XScaled_Orig.head() #Have a look into the sample data set

- Above sample data point doesn't include any 'class' column i.e. the categorical variable type of vehicle

In [None]:
# Get the covariance matrix for PCA analysis
covMatrix = np.cov(XScaled_Orig,rowvar=False)
print(covMatrix)

- Above covariance matrix depicts the relation between all possible pair of diamensions

In [None]:
# Performe PCA for the 18 features given
from sklearn.decomposition import PCA # Import PCA library

pca_vDataOrig = PCA(n_components=18) #Instanciate the PCA with 18 components
pca_vDataOrig.fit(XScaled_Orig) #Fit the original dataset into the PCA model

In [None]:
# Print the Eigen values of each compoments
print(pca_vDataOrig.explained_variance_)

In [None]:
# Print corresponding Eigen vectors
print(pca_vDataOrig.components_)

In [None]:
# Print the % of the variation for each component
print(pca_vDataOrig.explained_variance_ratio_)

In [None]:
# Plot the % of variation for each component
# This is depict the influence of the components in an ordered way
plt.bar(list(range(1,19)),pca_vDataOrig.explained_variance_ratio_,alpha=0.5, align='center')
plt.ylabel('Variation explained')
plt.xlabel('eigen Value')
plt.show()

- Above plot indicates that first 7 compoments have mejority of the the influence to the overall data set

In [None]:
# Plot the cuulative variation with respect to the eigen value of each components
# This is to get a pictorial view to identify how many components contributes most significantly in the dataset
plt.step(list(range(1,19)),np.cumsum(pca_vDataOrig.explained_variance_ratio_), where='mid')
plt.ylabel('Cum of variation explained')
plt.xlabel('eigen Value')
plt.show()

- Based on above plot of cumulative variation vs eigen value it depicts first 7 features can capture around 95% of the variane
- This way dimensionality can be reduced from 18 to 7 

In [None]:
# Let's review the PCA considering # of components = 7
pca_vDataOrig_7comp = PCA(n_components=7)
pca_vDataOrig_7comp.fit(XScaled_Orig)

print(pca_vDataOrig_7comp.components_)
print(pca_vDataOrig_7comp.explained_variance_ratio_)
X_pca_vDataOrig_7comp = pca_vDataOrig_7comp.transform(XScaled_Orig)

In [None]:
# Have a look into the pair plot - with 7 selected components
# This is to depict the relations between top 7 influencing components
sns.pairplot(pd.DataFrame(X_pca_vDataOrig_7comp))

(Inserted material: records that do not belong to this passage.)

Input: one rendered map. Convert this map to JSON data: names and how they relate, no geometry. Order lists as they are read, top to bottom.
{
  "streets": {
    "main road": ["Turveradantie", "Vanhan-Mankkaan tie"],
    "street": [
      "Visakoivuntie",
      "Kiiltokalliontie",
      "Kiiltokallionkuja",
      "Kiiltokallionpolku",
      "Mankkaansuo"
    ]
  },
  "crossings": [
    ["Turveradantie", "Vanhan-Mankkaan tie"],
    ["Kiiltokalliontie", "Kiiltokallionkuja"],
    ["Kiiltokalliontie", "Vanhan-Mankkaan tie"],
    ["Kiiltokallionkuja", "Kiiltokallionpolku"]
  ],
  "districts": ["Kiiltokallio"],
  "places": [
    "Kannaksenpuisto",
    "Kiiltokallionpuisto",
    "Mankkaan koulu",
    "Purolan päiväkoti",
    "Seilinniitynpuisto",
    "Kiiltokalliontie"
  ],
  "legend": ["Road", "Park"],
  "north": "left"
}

- Few observations as follows:
    - Except feature 0 and 2, all other features are normally distributed
    - Small change of Feature 2 yeilds a significant change for all other 6 properties
    - Feature# 0,1,3,4 and 5 have scattered relation with each other

In [None]:
# Let's store the eigen values and the eigen vectors into the variables for further calculation
vData_e_vals, vData_e_vecs = np.linalg.eig(covMatrix)
print('Eigenvectors \n%s' %vData_e_vals)
print('\nEigenvalues \n%s' %vData_e_vecs)

In [None]:
# Build the eigen pairs for first 7 components
eigen_pairs = [(np.abs(vData_e_vals[i]), vData_e_vecs[:,i]) for i in range(len(vData_e_vals))]
eigen_pairs.sort(reverse=True)
eigen_pairs[:7]

In [None]:
# Build dimensionally reduced datasets (with 7 top components in this case)
w = np.hstack((eigen_pairs[0][1].reshape(18,1), eigen_pairs[1][1].reshape(18,1),
               eigen_pairs[2][1].reshape(18,1), eigen_pairs[3][1].reshape(18,1),
               eigen_pairs[4][1].reshape(18,1), eigen_pairs[5][1].reshape(18,1),
               eigen_pairs[6][1].reshape(18,1)))
print('Matrix W:\n', w)
XScaled_PCA = XScaled_Orig.dot(w) #Build the full data set with only 7 compoments

In [None]:
XScaled_PCA.shape #View the shape of the Scaled Dataset built after choosing the 7 most contributing components

- Above shows the new dataset built after performing PCA along with 7 features has all 846 records of vehicle silhouette

In [None]:
# Independent data set build from original data set without categorical/target column "class"
X_pca_vDataOrig_7comp #This is the Numpy arrary built earlier for PCA with 7 components

In [None]:
XScaled_PCA #Data set built with 7 components

- Data set built with 7 components and it's matching with the Numpy array calculated above
- This Scaled and data set with 7 component (i.e. XScaled_PCA) will be used further for comparison

In [None]:
#7. Repeat steps 3,4 and 5 but this time, use Principal Components instead of the original data. 
# And the accuracy score should be on the same rows of test data that were used earlier. (hint: set the same random state) 

In [None]:
#3.a Split the data into train and test (by specifying “random state” as using train_test_split from Sklearn)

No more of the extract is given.